- Exercise -
Pick out each line below containing "bubble".

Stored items
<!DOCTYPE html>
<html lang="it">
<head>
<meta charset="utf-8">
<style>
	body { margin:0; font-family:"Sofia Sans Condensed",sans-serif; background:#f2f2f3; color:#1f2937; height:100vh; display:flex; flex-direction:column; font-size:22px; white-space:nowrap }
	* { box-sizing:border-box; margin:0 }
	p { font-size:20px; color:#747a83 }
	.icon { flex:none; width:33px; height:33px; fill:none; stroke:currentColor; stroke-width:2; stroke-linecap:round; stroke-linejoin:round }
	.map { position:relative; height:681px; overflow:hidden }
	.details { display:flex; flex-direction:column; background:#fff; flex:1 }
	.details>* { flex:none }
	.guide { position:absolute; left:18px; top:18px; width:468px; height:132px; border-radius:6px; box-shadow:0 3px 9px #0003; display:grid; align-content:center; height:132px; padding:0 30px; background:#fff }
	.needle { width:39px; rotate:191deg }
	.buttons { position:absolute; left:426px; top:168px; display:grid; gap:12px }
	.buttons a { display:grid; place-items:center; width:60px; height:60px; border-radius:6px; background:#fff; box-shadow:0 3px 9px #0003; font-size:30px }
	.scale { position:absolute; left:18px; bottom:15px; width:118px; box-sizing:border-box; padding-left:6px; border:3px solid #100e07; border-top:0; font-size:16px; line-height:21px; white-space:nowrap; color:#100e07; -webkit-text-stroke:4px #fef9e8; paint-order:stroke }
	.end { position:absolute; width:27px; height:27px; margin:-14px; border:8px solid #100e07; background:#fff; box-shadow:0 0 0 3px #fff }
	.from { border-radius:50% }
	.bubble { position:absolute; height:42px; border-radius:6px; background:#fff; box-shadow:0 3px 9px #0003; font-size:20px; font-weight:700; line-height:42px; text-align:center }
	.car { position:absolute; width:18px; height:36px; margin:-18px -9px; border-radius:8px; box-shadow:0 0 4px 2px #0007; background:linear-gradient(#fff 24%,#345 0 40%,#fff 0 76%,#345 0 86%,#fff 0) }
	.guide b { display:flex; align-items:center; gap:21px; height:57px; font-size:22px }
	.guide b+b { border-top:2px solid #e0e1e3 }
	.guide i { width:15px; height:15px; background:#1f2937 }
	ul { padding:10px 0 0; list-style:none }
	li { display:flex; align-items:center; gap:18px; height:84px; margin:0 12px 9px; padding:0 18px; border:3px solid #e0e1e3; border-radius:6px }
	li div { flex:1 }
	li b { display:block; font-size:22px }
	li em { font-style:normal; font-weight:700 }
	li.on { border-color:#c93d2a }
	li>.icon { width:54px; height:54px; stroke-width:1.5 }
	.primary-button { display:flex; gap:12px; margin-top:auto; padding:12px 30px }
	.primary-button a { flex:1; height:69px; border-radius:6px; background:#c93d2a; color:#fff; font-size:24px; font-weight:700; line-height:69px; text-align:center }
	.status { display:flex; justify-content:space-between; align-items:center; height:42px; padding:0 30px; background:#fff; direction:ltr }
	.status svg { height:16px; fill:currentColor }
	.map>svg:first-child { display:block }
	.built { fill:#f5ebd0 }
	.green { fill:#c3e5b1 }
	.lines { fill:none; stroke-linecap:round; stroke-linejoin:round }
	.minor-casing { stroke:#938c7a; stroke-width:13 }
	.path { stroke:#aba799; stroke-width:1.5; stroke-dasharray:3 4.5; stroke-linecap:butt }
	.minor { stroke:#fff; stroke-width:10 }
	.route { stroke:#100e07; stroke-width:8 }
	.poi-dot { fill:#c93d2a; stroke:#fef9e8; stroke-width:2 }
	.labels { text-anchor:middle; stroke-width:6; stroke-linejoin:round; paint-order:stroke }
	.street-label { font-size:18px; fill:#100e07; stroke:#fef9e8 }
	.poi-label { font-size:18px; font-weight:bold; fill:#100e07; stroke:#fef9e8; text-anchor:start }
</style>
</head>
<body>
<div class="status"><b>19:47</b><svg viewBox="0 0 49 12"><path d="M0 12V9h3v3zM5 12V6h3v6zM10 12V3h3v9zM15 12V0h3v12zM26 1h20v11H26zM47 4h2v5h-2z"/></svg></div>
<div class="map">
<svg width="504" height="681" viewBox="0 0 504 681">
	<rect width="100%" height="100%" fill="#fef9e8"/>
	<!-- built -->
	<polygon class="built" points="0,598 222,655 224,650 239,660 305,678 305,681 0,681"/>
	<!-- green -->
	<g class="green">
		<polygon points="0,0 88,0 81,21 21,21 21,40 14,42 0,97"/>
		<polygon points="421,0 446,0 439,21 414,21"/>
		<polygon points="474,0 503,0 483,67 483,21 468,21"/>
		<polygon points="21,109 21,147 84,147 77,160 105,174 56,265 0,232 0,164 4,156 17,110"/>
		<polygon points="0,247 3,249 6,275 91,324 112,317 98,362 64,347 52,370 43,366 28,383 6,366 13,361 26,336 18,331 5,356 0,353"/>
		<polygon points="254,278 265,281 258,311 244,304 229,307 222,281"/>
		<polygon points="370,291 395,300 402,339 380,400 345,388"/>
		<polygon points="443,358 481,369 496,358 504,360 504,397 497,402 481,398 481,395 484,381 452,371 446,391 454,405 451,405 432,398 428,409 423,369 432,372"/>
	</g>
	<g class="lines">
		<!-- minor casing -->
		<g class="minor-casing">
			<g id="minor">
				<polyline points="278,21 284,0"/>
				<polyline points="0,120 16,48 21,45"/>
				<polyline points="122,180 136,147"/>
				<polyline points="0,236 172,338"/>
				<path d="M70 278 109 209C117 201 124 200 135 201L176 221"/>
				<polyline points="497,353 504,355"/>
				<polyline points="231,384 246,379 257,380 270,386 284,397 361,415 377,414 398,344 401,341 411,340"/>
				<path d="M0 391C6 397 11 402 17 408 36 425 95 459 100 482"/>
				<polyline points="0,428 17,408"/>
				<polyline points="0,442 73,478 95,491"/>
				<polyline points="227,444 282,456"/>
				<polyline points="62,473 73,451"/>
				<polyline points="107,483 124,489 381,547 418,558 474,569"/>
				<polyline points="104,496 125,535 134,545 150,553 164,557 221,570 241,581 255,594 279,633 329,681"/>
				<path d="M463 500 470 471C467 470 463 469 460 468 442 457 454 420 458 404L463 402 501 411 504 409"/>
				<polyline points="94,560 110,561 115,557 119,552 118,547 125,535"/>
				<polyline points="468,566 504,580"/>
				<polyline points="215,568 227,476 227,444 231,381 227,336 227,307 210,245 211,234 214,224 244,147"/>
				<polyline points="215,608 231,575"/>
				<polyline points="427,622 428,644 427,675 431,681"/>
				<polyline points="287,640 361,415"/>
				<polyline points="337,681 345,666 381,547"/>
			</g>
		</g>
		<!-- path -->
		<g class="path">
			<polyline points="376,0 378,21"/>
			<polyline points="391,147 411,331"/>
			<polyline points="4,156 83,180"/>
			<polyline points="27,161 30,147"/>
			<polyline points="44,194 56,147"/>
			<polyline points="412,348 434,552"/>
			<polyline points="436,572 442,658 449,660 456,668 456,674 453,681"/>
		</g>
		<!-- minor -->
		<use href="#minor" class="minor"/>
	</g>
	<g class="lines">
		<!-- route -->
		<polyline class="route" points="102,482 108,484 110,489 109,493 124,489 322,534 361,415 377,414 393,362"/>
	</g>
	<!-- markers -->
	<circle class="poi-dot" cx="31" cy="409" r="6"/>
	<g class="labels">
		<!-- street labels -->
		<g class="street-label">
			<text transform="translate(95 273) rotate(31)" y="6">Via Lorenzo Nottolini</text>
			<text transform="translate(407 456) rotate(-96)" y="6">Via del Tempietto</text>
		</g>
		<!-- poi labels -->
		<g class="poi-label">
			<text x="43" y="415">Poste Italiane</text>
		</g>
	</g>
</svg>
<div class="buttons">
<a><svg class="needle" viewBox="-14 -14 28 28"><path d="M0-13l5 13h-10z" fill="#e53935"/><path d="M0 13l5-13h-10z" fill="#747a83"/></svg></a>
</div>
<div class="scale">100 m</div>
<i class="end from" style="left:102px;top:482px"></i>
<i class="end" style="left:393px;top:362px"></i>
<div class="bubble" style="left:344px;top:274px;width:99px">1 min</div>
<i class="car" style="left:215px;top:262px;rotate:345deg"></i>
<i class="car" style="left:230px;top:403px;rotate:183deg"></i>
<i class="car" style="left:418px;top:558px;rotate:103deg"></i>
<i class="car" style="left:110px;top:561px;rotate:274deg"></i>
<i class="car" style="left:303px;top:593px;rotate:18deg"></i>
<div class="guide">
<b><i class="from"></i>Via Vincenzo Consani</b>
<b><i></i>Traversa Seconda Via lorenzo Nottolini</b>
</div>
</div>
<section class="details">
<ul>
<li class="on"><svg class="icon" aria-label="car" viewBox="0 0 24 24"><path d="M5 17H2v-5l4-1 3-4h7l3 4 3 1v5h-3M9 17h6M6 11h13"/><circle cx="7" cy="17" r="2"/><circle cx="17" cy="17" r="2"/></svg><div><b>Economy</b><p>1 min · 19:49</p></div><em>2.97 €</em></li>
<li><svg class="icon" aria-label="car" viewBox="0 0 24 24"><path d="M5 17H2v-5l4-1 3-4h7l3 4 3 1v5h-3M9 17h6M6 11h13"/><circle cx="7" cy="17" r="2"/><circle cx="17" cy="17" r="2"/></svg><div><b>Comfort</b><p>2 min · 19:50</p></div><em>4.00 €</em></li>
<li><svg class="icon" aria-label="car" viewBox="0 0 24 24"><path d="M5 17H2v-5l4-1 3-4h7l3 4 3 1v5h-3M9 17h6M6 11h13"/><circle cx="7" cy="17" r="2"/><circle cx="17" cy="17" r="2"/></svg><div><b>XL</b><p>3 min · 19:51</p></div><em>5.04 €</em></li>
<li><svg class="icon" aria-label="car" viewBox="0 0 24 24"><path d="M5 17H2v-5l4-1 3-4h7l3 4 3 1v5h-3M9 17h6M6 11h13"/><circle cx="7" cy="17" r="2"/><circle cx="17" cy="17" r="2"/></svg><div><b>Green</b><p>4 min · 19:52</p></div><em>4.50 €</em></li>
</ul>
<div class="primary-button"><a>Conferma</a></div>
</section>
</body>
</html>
---
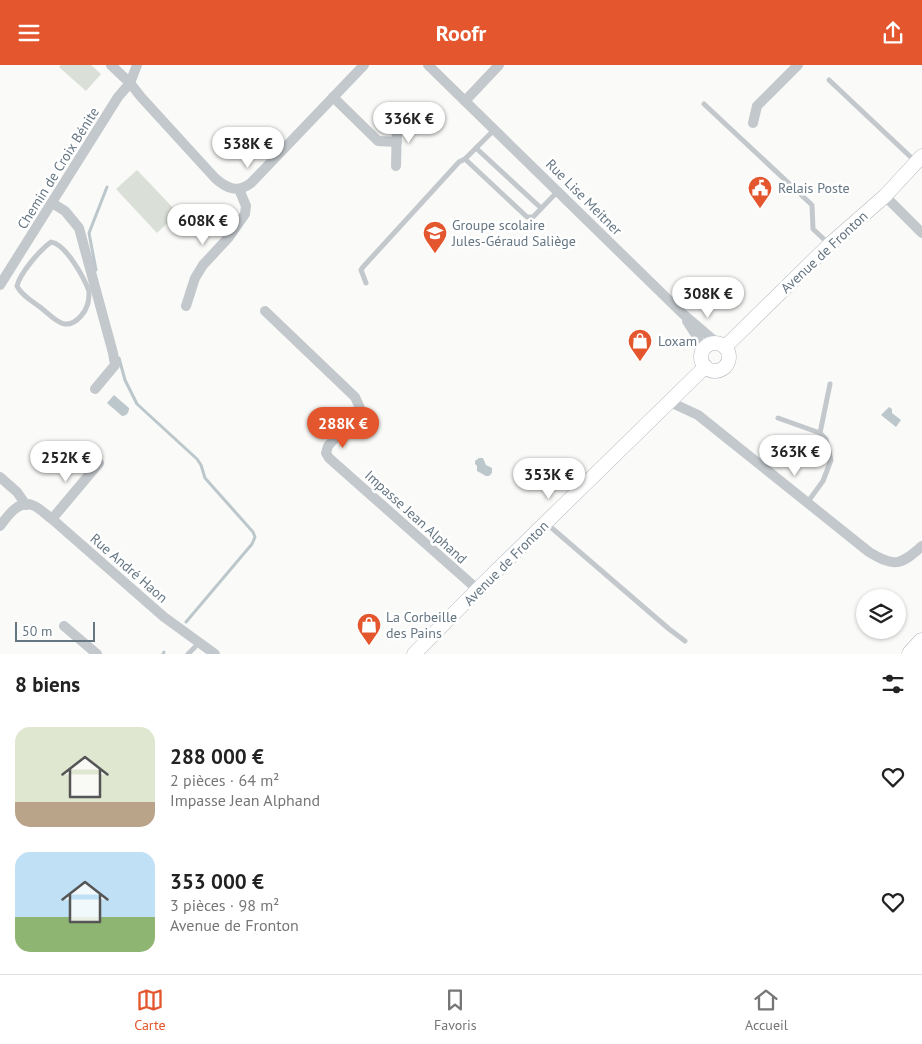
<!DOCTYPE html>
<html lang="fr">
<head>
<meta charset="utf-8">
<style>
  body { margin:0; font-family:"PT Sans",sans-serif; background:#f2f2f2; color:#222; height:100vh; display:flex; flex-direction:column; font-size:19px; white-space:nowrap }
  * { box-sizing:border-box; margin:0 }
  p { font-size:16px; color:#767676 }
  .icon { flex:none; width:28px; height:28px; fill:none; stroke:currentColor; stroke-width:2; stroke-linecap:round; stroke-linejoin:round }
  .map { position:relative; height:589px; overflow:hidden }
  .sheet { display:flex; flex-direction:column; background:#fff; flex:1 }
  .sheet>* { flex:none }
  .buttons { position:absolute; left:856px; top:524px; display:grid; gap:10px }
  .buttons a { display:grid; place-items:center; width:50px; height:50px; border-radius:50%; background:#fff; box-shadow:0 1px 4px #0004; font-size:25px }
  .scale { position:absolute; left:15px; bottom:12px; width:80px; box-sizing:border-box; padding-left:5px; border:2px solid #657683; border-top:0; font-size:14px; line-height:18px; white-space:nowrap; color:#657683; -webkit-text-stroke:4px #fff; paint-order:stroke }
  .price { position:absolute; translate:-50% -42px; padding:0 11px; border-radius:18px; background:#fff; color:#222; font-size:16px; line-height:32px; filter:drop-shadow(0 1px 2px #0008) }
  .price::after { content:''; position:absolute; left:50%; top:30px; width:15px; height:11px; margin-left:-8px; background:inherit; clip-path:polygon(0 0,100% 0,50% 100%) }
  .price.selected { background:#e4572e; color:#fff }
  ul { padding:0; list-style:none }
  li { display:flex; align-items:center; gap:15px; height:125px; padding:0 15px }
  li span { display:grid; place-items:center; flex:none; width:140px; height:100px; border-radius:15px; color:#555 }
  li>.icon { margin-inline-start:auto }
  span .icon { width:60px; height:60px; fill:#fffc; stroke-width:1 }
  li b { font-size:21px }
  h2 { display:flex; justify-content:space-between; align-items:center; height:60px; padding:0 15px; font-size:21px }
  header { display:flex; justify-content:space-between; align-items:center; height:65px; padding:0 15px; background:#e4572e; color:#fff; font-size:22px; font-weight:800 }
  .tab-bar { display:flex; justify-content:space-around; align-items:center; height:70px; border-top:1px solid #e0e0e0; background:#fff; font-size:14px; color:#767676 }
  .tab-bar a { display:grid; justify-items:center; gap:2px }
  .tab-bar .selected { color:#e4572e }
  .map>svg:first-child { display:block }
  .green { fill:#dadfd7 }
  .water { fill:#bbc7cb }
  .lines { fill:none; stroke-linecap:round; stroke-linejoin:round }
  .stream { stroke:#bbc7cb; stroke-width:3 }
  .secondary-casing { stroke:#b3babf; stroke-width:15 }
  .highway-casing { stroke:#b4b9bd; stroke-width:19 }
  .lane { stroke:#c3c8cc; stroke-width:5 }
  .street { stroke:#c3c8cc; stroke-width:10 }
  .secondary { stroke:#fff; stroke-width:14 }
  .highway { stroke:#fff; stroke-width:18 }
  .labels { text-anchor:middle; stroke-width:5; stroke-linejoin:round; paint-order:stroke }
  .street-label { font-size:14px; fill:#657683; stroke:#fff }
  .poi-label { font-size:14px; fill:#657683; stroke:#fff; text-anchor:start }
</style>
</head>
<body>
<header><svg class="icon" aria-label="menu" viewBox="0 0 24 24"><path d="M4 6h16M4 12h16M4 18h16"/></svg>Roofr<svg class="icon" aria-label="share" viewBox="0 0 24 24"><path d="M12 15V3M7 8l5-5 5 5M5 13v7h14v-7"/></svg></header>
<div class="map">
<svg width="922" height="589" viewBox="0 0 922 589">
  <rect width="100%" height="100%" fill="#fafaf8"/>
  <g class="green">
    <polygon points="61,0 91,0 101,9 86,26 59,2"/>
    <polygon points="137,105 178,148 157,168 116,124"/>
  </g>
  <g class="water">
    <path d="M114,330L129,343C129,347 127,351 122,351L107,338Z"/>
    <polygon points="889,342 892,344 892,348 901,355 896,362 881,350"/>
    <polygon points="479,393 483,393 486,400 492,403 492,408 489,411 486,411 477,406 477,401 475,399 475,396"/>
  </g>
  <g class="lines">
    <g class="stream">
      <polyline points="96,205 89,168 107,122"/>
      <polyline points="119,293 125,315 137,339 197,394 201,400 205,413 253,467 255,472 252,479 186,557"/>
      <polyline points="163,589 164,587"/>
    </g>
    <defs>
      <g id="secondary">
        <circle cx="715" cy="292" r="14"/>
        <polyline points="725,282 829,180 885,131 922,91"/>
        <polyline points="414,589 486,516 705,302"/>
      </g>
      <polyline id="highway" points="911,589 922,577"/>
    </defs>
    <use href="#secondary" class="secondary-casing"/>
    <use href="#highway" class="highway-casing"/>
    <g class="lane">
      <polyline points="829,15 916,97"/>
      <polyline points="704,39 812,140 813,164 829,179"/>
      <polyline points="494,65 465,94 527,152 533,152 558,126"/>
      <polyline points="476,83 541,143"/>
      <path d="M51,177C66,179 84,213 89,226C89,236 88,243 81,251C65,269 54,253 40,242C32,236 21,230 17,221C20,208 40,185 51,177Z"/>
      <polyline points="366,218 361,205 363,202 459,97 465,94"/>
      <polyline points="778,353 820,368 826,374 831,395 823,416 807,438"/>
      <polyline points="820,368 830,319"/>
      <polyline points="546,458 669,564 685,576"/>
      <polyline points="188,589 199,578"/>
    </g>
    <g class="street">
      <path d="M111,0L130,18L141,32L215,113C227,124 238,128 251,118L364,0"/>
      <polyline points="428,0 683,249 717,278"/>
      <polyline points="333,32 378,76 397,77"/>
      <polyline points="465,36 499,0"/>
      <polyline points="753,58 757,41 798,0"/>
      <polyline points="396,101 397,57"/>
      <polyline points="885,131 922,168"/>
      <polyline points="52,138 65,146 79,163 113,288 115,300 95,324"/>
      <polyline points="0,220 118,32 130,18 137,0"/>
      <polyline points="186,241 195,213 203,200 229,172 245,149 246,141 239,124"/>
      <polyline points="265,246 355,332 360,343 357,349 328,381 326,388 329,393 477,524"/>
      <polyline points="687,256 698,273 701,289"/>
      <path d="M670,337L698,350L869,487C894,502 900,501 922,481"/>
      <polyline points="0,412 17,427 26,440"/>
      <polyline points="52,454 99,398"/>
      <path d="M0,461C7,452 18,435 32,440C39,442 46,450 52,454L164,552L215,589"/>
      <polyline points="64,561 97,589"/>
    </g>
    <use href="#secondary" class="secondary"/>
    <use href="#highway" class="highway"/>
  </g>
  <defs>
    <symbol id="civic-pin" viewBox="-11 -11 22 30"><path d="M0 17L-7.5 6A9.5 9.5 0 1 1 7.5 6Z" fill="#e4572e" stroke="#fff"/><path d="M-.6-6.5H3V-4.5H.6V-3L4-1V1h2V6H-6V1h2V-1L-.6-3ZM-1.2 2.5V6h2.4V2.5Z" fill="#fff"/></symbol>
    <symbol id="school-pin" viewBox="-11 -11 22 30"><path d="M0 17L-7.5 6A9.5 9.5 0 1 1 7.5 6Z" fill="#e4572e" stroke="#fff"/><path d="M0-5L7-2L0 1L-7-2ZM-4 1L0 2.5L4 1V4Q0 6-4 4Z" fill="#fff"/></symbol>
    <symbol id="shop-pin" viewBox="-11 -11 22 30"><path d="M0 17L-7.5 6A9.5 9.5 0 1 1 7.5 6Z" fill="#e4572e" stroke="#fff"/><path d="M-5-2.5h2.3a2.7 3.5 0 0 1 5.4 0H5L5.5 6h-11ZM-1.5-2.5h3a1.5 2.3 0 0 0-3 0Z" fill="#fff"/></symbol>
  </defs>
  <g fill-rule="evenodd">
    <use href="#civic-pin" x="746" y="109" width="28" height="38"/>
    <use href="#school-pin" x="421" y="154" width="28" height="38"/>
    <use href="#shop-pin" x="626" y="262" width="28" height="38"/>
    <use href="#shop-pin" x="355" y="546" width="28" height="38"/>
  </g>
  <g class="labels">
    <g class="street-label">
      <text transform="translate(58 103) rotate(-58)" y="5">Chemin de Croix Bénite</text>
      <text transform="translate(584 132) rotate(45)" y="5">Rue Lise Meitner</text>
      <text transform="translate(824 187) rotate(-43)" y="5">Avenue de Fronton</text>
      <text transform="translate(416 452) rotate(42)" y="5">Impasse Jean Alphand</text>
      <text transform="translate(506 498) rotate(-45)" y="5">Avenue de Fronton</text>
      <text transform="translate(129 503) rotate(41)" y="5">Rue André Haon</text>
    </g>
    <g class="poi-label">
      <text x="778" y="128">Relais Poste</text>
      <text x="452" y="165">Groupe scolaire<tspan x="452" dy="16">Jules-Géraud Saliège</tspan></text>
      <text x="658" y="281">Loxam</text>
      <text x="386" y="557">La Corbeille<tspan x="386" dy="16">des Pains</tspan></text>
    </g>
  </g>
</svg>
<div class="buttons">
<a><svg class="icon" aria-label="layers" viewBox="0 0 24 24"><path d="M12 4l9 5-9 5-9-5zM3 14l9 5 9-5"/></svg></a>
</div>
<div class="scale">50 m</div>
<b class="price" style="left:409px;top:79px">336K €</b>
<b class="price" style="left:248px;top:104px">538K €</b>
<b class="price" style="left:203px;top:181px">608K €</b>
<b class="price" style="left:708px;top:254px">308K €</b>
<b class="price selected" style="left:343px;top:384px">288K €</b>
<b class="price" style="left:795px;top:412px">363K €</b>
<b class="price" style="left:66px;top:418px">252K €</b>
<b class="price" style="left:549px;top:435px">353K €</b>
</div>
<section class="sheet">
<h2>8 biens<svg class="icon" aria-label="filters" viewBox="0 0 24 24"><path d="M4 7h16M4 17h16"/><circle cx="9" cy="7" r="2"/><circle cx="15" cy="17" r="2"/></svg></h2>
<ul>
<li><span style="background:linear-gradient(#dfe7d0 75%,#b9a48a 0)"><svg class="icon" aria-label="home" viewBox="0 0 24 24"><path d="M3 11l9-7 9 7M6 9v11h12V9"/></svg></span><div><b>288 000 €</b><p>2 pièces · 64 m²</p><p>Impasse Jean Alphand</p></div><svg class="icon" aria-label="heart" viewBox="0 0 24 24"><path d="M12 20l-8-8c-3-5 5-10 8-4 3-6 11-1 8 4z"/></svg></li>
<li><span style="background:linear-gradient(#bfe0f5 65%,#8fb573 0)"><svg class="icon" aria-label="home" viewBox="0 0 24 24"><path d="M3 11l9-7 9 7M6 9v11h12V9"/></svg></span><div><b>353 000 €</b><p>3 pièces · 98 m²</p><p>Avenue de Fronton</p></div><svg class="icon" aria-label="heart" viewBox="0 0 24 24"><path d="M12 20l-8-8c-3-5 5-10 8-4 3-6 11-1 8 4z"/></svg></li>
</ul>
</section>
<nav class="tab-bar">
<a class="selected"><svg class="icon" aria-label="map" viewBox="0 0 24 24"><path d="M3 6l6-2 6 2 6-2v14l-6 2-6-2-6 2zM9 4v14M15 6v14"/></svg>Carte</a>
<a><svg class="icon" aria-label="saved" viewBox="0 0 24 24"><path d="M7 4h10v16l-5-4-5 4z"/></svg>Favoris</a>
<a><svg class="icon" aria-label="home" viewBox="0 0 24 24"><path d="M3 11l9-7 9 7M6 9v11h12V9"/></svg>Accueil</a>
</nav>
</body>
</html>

- Exercise solution -
	.bubble { position:absolute; height:42px; border-radius:6px; background:#fff; box-shadow:0 3px 9px #0003; font-size:20px; font-weight:700; line-height:42px; text-align:center }
<div class="bubble" style="left:344px;top:274px;width:99px">1 min</div>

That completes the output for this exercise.